On June 8, 2021, the New Orleans Saints signed Werner to a four-year, $5.64 million contract that includes $2.41 million guaranteed upon signing and a signing bonus of $1.49 million.

During the beginning of training camp, Werner competed against second-year veteran Zack Baun to be the starting weakside linebacker.

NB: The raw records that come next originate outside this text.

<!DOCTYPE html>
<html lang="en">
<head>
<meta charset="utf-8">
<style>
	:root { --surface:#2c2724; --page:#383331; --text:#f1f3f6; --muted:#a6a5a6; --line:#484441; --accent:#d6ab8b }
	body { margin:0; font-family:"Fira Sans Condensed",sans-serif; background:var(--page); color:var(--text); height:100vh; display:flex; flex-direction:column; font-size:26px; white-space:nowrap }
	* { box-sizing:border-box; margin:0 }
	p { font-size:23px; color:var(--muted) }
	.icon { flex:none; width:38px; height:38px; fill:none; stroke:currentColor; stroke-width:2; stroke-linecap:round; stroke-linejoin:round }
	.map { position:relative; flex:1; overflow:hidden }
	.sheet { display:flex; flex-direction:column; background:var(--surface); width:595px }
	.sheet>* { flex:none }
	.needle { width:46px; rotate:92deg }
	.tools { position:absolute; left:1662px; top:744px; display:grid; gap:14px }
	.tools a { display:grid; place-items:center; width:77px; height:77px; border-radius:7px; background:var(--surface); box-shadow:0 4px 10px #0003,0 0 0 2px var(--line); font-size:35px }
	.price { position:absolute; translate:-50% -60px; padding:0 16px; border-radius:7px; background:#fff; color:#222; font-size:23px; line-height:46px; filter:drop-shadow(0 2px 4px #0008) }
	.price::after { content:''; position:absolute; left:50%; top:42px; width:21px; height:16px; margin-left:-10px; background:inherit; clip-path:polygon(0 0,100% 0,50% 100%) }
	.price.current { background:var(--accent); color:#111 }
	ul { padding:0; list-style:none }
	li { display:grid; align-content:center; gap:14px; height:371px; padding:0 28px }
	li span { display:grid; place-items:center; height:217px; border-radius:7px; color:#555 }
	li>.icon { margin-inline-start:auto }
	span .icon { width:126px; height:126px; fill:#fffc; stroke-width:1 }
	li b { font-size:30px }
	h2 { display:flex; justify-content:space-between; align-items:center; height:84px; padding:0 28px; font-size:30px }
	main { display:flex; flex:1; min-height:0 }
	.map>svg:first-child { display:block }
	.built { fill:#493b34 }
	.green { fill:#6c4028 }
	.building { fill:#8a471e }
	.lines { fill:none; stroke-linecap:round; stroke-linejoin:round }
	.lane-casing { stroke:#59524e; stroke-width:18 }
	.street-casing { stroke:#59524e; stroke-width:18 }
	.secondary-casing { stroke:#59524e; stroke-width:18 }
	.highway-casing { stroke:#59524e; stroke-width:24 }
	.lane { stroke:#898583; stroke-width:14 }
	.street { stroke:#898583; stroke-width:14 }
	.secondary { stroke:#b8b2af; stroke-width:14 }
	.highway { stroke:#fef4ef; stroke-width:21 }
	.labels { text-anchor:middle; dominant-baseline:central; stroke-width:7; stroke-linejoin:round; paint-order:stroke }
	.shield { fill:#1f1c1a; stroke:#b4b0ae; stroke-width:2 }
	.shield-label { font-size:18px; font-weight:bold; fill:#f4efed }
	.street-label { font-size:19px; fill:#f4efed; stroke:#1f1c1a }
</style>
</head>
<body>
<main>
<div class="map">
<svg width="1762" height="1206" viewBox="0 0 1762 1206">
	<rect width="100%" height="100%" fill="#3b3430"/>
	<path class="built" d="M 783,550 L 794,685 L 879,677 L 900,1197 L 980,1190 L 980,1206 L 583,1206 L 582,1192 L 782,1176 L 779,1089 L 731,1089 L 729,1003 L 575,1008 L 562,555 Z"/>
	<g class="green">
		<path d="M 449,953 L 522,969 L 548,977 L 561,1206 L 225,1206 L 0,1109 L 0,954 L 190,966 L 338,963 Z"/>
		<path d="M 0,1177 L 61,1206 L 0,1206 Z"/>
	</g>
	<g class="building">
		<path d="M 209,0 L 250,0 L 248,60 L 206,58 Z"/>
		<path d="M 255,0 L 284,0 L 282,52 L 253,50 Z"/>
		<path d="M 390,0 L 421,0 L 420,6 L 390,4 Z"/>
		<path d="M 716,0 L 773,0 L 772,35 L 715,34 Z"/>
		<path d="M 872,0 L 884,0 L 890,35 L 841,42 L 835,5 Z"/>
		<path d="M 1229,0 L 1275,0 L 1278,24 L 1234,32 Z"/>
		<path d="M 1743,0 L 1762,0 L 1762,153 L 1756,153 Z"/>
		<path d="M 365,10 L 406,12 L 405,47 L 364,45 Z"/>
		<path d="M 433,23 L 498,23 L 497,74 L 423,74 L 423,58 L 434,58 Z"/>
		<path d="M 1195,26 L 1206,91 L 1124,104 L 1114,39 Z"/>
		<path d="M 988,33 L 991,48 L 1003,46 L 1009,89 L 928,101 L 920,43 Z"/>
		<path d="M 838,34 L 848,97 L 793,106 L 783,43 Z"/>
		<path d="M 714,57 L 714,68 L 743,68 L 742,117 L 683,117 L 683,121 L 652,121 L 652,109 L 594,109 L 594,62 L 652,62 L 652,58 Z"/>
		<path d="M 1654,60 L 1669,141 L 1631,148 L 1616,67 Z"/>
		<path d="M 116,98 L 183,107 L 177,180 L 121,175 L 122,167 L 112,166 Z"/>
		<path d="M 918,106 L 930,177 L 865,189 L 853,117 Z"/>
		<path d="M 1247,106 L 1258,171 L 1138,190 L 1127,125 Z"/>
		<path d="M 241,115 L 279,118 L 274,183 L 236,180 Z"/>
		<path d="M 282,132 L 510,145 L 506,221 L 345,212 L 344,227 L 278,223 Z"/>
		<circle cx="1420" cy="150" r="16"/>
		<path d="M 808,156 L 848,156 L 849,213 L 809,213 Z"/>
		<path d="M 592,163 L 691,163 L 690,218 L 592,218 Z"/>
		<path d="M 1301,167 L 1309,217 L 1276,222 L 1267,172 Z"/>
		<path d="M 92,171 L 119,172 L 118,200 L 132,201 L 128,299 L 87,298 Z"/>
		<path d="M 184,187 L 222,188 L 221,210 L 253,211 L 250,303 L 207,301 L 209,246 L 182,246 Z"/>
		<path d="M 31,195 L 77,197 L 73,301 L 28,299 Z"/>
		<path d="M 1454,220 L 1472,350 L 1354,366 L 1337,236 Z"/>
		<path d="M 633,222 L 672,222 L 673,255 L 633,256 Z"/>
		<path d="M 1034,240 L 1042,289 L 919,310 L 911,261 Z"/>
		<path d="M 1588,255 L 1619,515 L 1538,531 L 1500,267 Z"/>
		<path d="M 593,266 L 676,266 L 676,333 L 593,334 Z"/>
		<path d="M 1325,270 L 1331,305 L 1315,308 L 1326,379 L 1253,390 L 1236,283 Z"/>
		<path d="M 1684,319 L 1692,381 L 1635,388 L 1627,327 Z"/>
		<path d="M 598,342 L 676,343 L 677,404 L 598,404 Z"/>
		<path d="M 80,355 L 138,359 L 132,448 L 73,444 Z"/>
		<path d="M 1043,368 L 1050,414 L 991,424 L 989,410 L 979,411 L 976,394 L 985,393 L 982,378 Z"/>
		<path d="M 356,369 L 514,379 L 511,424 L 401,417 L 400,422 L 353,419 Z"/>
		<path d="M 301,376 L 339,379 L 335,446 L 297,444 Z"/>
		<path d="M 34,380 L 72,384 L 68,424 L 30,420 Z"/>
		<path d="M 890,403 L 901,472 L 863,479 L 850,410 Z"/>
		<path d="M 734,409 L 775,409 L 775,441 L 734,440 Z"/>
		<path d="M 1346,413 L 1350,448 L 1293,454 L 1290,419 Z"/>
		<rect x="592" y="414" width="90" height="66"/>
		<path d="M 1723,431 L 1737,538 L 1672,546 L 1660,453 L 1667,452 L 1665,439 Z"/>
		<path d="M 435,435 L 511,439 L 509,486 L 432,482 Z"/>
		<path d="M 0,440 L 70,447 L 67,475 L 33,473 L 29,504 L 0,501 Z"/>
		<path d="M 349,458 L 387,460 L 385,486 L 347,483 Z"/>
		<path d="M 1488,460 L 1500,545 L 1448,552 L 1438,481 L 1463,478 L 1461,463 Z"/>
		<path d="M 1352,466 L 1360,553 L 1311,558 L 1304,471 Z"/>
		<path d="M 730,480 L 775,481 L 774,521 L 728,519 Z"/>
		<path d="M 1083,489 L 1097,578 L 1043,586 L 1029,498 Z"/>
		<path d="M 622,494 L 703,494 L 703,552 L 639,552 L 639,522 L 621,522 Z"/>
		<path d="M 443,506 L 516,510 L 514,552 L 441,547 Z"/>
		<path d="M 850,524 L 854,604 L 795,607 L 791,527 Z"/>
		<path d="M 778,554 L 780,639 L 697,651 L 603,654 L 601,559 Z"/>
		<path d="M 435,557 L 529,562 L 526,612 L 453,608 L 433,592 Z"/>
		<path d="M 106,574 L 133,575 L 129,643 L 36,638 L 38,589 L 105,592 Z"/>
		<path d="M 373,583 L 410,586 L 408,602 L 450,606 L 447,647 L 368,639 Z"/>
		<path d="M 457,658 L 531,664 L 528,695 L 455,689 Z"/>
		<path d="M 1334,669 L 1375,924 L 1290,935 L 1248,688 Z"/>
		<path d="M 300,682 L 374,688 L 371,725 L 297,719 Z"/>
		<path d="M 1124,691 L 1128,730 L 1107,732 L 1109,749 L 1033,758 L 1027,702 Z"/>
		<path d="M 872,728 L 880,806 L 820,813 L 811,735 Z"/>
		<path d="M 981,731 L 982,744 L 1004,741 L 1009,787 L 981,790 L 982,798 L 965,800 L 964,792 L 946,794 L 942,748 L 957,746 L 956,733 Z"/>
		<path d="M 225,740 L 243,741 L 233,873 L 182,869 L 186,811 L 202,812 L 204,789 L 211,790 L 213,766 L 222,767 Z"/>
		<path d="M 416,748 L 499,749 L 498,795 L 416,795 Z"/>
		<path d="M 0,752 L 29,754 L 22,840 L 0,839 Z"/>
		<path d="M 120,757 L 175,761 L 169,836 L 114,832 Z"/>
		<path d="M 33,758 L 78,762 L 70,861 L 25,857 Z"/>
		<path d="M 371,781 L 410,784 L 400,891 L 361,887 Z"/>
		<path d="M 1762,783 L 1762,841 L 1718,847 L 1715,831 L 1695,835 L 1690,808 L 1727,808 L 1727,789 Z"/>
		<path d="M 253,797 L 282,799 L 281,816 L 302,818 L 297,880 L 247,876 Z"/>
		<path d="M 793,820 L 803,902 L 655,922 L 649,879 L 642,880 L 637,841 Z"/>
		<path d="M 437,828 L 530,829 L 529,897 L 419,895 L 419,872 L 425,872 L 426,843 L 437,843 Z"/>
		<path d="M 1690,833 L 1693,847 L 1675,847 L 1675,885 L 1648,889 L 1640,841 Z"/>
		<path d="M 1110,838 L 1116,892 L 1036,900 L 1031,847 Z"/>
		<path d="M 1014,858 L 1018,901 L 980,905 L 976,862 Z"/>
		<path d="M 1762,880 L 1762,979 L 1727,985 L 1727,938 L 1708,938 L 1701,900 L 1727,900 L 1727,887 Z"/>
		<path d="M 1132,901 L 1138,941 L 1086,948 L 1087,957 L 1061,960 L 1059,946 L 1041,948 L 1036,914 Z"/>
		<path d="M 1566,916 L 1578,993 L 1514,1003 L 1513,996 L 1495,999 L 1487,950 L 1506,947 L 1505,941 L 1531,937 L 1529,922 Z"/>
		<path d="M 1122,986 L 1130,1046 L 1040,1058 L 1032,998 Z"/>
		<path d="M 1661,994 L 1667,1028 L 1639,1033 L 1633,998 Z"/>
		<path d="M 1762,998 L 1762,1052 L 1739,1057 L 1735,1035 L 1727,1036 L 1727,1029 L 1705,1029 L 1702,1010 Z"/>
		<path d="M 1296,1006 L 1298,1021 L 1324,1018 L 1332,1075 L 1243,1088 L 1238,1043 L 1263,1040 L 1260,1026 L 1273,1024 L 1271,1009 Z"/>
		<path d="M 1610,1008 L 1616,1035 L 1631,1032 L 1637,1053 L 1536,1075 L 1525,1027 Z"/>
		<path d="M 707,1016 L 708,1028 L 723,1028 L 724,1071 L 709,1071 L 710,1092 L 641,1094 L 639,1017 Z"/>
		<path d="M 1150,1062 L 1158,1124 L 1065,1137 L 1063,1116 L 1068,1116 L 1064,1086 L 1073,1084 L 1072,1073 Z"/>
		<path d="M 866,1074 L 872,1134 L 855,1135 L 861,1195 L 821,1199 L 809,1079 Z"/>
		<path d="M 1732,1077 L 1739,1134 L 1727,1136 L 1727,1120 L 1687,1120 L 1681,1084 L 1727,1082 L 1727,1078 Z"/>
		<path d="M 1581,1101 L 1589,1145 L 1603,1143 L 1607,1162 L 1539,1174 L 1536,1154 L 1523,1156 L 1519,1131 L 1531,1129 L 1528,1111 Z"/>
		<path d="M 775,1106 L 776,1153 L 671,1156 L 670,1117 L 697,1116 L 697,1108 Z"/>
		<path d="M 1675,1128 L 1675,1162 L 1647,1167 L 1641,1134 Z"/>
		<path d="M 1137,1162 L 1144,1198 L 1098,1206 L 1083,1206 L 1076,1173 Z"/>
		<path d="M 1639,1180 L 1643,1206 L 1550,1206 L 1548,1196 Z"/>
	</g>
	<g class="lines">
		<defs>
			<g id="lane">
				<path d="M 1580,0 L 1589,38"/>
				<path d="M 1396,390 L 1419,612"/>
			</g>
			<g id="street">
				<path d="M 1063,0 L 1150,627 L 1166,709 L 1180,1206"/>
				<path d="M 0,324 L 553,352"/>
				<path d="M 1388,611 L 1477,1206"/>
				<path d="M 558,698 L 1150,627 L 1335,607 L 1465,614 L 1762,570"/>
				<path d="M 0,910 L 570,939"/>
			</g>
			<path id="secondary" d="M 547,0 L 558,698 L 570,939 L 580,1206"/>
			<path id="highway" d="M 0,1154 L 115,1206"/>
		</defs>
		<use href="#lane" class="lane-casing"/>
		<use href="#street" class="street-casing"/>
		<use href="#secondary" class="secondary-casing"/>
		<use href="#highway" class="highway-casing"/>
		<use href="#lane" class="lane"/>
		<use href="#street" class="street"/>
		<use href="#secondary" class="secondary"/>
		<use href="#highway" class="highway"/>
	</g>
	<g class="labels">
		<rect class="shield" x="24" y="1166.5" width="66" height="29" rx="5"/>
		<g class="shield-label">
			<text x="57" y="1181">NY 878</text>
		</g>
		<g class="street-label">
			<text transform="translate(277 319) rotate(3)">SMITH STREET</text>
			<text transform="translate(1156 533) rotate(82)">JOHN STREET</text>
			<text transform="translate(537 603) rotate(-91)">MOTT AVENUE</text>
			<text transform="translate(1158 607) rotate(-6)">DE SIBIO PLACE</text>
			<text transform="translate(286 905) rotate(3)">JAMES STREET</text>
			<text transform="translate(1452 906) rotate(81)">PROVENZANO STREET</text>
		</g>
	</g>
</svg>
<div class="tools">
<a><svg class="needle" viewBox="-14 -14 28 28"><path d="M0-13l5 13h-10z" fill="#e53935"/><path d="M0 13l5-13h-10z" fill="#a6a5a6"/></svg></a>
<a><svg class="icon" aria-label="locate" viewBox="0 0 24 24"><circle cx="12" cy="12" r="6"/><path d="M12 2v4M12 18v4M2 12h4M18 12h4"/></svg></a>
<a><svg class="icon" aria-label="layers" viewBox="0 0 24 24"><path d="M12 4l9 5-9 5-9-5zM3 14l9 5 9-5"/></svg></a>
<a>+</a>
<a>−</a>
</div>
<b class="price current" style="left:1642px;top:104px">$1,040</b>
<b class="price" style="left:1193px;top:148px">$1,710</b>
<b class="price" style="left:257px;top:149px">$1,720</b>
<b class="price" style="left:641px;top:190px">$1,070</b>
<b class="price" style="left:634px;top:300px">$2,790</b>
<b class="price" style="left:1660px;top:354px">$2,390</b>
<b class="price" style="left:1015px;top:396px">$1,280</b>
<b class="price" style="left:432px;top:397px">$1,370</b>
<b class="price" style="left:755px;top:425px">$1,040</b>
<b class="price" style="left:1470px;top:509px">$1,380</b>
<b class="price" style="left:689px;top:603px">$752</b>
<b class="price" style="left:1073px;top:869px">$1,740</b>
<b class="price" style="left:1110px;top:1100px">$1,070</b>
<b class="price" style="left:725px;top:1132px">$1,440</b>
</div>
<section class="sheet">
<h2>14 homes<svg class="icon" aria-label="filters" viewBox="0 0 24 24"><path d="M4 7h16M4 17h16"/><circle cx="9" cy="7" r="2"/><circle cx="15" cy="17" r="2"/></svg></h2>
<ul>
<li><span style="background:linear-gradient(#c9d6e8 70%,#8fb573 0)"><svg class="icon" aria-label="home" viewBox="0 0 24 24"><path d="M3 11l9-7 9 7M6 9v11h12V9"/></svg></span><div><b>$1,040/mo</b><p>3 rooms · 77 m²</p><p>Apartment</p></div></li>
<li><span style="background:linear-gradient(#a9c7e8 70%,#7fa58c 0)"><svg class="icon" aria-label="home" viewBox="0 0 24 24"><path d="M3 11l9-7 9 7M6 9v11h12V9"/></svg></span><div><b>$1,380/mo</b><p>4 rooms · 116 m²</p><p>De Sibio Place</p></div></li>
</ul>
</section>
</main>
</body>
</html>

Head coach Sean Payton named Werner the primary backup weakside linebacker, after the Saints signed Kwon Alexander to become the starter.

On September 9, 2021, Werner made his professional regular season debut, appearing on special teams before exiting the Saints' 38-3 home-opening victory over the Green Bay Packers.

On January 1, 2022, Werner received a fine of $5,472 from the NFL due to a Horse-collar tackle on Miami Dolphins' running back Duke Johnson.

On August 8, 2024, the New Orleans Saints signed Werner to a three–year, $22.50 million contract extension that includes $17.43 million guaranteed, $11.18 million guaranteed upon signing, and a signing bonus of $5.50 million.

Pre-draft measurables
| Height | Weight | Arm length | Hand span | Wingspan | 40-yard dash | 10-yard split | 20-yard split | 20-yard shuttle | Three-cone drill | Vertical jump | Broad jump | Bench press |
| 6 ft 2+7⁄8 in (1.90 m) | 238 lb (108 kg) | 33+1⁄4 in (0.84 m) | 9 in (0.23 m) | 6 ft 7+1⁄4 in (2.01 m) | 4.59 s | 1.56 s | 2.67 s | 4.38 s | 6.90 s | 39.5 in (1.00 m) | 10 ft 2 in (3.10 m) | 20 reps |
All values from Pro Day

==NFL career statistics==

Legend
| Bold | Career high |

===Regular season===

Year: Team; Games; Tackles; Interceptions; Fumbles
GP: GS; Cmb; Solo; Ast; Sck; TFL; Int; Yds; Avg; Lng; TD; PD; FF; Fmb; FR; Yds; TD
2021: NO; 15; 8; 62; 36; 26; 0.0; 4; 0; 0; 0.0; 0; 0; 0; 0; 0; 0; 0; 0
2022: NO; 12; 11; 80; 56; 24; 0.0; 3; 0; 0; 0.0; 0; 0; 3; 2; 0; 0; 0; 0
2023: NO; 16; 16; 93; 60; 33; 0.5; 4; 1; 0; 0.0; 0; 0; 1; 0; 0; 2; 3; 0
2024: NO; 13; 13; 92; 54; 38; 0.0; 3; 0; 0; 0.0; 0; 0; 1; 0; 0; 0; 0; 0
2025: NO; 17; 15; 81; 50; 31; 2.0; 4; 0; 0; 0.0; 0; 0; 5; 0; 0; 3; 0; 0
Career: 73; 63; 408; 256; 152; 2.5; 18; 1; 0; 0.0; 0; 0; 10; 2; 0; 5; 3; 0

==Personal life==
Werner's father, Greg Werner, played college football at DePauw University and in the NFL for two seasons with the New York Jets and Philadelphia Eagles. His older brother Dan played college football at Harvard.